Gulou District (鼓楼区 (Gǔlóu Qū, Drum tower)) is one of 11 districts of Nanjing, the capital of Jiangsu province, China.

It is named after the Drum Tower of Nanjing (Gulou).

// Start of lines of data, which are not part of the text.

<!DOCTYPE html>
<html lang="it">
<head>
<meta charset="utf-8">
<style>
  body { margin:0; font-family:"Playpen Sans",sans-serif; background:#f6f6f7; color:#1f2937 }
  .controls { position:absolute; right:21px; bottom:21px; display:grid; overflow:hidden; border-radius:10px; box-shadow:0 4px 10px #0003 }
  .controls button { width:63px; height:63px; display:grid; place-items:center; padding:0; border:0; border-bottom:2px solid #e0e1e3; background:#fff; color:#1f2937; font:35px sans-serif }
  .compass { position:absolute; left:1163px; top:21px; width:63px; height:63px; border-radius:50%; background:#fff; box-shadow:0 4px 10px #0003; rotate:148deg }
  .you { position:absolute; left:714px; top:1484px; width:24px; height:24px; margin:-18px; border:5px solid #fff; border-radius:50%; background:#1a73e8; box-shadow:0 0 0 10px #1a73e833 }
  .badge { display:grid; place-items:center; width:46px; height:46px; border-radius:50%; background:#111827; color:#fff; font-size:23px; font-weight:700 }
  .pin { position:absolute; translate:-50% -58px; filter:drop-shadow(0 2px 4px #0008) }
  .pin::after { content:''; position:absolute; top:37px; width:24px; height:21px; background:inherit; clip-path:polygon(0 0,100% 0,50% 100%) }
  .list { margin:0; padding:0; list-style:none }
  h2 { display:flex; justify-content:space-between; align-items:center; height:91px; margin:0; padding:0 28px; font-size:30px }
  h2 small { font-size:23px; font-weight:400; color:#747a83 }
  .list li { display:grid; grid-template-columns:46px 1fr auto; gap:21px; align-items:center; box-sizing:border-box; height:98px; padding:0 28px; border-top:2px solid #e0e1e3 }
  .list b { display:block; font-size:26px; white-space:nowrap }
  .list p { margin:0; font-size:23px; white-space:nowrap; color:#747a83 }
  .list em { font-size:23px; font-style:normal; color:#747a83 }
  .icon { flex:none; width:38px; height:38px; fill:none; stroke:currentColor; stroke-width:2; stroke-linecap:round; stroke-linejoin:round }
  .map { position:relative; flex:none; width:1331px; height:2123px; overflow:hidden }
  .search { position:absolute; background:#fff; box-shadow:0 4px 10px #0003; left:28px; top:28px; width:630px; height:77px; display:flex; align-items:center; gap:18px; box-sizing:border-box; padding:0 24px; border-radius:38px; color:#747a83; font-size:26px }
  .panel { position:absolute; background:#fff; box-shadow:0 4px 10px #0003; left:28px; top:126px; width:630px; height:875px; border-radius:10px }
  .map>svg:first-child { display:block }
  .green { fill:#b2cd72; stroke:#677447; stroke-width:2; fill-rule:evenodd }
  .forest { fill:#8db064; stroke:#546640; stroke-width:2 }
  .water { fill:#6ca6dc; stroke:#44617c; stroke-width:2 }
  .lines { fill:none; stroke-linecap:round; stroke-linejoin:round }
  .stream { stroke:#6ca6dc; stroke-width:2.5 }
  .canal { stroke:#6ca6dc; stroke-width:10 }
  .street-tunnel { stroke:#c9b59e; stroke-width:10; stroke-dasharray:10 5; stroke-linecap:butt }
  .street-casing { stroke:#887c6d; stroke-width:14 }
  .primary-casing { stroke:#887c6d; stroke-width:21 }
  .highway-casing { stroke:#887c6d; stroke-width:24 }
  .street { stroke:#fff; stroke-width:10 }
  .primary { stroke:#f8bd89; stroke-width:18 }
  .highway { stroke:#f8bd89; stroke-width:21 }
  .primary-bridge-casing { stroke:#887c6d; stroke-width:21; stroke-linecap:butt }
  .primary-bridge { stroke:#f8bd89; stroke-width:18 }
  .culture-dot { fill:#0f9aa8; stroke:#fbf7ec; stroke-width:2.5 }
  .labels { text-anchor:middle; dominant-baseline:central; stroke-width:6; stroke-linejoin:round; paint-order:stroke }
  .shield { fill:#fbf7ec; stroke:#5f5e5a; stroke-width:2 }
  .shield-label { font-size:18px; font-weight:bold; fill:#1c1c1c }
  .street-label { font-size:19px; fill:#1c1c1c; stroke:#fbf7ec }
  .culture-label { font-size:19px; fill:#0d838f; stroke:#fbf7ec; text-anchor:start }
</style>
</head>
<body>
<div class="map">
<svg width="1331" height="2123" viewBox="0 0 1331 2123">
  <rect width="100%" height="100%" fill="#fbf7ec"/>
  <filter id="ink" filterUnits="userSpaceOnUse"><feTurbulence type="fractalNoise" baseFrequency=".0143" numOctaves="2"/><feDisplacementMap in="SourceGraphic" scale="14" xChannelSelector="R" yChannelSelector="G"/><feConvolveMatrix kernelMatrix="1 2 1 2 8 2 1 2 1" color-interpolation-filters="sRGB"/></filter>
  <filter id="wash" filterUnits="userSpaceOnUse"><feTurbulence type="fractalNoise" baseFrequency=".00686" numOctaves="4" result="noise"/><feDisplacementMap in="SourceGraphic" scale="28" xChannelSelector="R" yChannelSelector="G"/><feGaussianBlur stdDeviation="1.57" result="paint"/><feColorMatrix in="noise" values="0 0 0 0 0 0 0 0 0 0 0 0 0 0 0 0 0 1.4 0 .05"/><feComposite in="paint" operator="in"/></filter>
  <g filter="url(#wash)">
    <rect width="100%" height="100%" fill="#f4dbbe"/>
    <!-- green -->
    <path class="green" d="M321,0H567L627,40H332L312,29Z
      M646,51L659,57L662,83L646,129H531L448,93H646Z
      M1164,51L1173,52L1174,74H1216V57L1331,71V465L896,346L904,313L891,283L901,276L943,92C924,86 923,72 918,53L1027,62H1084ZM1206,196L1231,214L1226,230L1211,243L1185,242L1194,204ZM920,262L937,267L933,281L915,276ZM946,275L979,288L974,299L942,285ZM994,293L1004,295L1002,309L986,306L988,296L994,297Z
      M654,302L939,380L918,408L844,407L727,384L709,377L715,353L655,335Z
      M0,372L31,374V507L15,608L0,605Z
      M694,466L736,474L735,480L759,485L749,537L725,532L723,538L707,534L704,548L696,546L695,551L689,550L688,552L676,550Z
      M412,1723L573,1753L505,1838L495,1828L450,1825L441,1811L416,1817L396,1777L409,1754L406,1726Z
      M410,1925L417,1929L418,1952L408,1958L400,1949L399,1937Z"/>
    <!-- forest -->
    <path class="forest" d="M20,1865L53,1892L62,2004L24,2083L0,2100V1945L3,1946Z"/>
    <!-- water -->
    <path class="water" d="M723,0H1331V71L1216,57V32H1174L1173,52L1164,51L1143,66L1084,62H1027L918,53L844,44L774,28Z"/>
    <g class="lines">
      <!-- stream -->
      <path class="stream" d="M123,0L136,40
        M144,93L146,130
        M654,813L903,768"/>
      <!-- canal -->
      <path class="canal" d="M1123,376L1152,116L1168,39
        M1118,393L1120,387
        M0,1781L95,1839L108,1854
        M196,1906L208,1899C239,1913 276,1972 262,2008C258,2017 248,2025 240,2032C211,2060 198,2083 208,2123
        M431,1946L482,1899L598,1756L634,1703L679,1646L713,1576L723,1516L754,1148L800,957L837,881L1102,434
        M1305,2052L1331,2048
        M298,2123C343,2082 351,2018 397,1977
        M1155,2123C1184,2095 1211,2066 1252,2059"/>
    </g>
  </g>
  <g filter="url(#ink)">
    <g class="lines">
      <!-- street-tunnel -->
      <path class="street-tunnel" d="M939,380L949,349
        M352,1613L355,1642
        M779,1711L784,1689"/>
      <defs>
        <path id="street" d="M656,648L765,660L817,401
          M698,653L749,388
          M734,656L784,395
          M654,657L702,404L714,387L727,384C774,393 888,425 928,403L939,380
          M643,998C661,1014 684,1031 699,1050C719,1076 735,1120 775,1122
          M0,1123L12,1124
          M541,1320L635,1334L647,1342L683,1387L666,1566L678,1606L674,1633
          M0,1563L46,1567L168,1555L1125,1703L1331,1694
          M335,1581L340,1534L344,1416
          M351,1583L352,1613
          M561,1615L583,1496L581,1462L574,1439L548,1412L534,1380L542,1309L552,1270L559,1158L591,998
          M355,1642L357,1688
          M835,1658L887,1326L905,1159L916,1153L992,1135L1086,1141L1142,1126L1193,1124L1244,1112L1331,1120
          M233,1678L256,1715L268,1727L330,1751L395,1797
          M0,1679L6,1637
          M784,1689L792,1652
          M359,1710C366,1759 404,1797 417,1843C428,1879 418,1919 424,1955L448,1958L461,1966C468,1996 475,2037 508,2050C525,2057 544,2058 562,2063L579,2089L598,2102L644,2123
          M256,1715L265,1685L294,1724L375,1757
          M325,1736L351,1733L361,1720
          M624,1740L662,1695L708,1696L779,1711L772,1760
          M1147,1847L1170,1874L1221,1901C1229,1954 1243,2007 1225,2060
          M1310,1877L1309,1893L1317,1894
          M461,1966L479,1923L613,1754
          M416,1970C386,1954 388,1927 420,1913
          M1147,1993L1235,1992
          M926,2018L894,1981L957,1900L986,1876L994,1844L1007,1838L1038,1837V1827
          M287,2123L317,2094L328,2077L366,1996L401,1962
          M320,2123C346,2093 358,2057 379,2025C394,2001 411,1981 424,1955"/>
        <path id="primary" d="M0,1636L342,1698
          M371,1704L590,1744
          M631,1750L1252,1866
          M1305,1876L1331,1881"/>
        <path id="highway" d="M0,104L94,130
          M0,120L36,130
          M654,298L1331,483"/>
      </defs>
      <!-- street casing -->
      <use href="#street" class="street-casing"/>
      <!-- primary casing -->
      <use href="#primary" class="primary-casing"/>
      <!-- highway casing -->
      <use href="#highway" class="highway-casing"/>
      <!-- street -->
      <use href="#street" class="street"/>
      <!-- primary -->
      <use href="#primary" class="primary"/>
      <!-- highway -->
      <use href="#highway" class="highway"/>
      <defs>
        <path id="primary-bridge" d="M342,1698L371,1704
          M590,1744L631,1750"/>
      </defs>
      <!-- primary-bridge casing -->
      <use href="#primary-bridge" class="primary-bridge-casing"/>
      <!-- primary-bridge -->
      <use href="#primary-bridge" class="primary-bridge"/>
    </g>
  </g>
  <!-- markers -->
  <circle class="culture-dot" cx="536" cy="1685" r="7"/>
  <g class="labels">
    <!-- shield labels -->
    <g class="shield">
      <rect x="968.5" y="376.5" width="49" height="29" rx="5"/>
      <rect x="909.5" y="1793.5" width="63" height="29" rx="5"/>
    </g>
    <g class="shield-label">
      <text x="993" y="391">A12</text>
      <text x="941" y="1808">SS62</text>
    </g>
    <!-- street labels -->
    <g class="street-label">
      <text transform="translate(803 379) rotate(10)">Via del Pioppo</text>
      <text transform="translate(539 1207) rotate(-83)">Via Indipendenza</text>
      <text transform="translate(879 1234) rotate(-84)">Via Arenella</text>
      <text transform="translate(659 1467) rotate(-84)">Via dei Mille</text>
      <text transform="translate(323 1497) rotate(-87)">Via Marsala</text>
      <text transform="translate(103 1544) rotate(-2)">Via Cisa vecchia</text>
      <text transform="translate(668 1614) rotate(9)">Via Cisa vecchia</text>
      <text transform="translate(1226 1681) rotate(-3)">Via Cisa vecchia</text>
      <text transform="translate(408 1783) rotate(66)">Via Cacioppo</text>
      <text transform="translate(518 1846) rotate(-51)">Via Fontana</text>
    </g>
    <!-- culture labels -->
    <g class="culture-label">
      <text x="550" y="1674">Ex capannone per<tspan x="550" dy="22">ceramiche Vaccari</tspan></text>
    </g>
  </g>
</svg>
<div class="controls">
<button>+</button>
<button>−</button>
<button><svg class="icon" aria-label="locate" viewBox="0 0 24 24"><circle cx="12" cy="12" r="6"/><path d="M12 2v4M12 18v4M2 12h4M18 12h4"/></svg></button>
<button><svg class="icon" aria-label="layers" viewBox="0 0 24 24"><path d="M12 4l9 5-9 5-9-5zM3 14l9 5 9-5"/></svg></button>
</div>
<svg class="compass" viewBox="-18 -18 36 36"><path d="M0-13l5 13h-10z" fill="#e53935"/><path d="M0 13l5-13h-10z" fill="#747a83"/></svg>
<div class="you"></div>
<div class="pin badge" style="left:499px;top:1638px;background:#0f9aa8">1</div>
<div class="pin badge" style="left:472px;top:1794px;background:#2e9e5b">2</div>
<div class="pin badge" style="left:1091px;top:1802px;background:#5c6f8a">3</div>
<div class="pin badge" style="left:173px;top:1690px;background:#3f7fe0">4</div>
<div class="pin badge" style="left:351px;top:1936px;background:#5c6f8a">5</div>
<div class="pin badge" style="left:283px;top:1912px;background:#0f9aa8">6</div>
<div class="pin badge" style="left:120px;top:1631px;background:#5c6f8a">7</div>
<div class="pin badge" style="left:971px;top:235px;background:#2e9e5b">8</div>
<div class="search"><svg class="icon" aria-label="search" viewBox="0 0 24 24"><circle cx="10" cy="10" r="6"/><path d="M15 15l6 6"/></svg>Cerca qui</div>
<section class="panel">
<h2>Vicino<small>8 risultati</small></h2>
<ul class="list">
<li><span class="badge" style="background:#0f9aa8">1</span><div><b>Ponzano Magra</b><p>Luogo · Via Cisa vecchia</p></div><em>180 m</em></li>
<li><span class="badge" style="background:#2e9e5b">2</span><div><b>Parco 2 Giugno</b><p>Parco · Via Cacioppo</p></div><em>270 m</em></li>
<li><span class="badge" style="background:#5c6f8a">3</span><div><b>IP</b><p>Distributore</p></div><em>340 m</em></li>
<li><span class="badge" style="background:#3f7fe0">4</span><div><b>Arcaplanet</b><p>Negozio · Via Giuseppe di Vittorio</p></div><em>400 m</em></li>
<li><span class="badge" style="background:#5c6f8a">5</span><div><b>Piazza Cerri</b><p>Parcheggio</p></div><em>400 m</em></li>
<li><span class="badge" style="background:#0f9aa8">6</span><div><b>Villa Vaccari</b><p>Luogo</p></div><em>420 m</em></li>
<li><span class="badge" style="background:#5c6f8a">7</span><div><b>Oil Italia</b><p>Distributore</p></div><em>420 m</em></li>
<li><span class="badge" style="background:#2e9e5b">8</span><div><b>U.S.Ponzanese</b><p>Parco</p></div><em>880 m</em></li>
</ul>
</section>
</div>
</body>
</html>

==Administrative subdivisions==
Gulou has administrative jurisdiction to 13 subdistricts:

| Name | Chinese (S) | Hanyu Pinyin | Population (2010) | Area (km^{2}) |
|---|---|---|---|---|
| Ninghailu Subdistrict | 宁海路街道 | Nínghǎilù Jiēdào | 119,506 | 3.68 |
| Huaqiaolu Subdistrict | 华侨路街道 | Huáqiáolù Jiēdào | 114,432 | 3.7 |
| Hunanlu Subdistrict | 湖南路街道 | Húnánlù Jiēdào | 122,324 | 2.62 |
| Zhongyangmen Subdistrict | 中央门街道 | Zhōngyāngmén Jiēdào | 149,878 | 3.37 |
| Yijiangmen Subdistrict | 挹江门街道 | Yìjiāngmén Jiēdào | 94,874 | 3.34 |
| Jiangdong Subdistrict | 江东街道 | Jiāngdōng Jiēdào | 109,810 | 5 |
| Fenghuang Subdistrict | 凤凰街道 | Fènghuáng Jiēdào | 115,250 | 3.85 |
| Yuejianglou Subdistrict | 阅江楼街道 | Yuèjiānglóu Jiēdào | 79,841 | 3.74 |
| Rehenanlu Subdistrict | 热河南路街道 | Rèhénánlù Jiēdào | 77,401 | 2.73 |
| Mufushan Subdistrict | 幕府山街道 | Mùfǔshān Jiēdào | 43,980 | 6.47 |
| Jianninglu Subdistrict | 建宁路街道 | Jiànnínglù Jiēdào | 61,720 | 2.4 |
| Baotaqiao Subdistrict | 宝塔桥街道 | Bǎotǎqiáo Jiēdào | 97,631 | 7.2 |
| Xiaoshi Subdistrict | 小市街道 | Xiǎoshì Jiēdào | 84,544 | 4.9 |

In 2013, Xiaguan merged into Gulou gaining six additional subdistricts.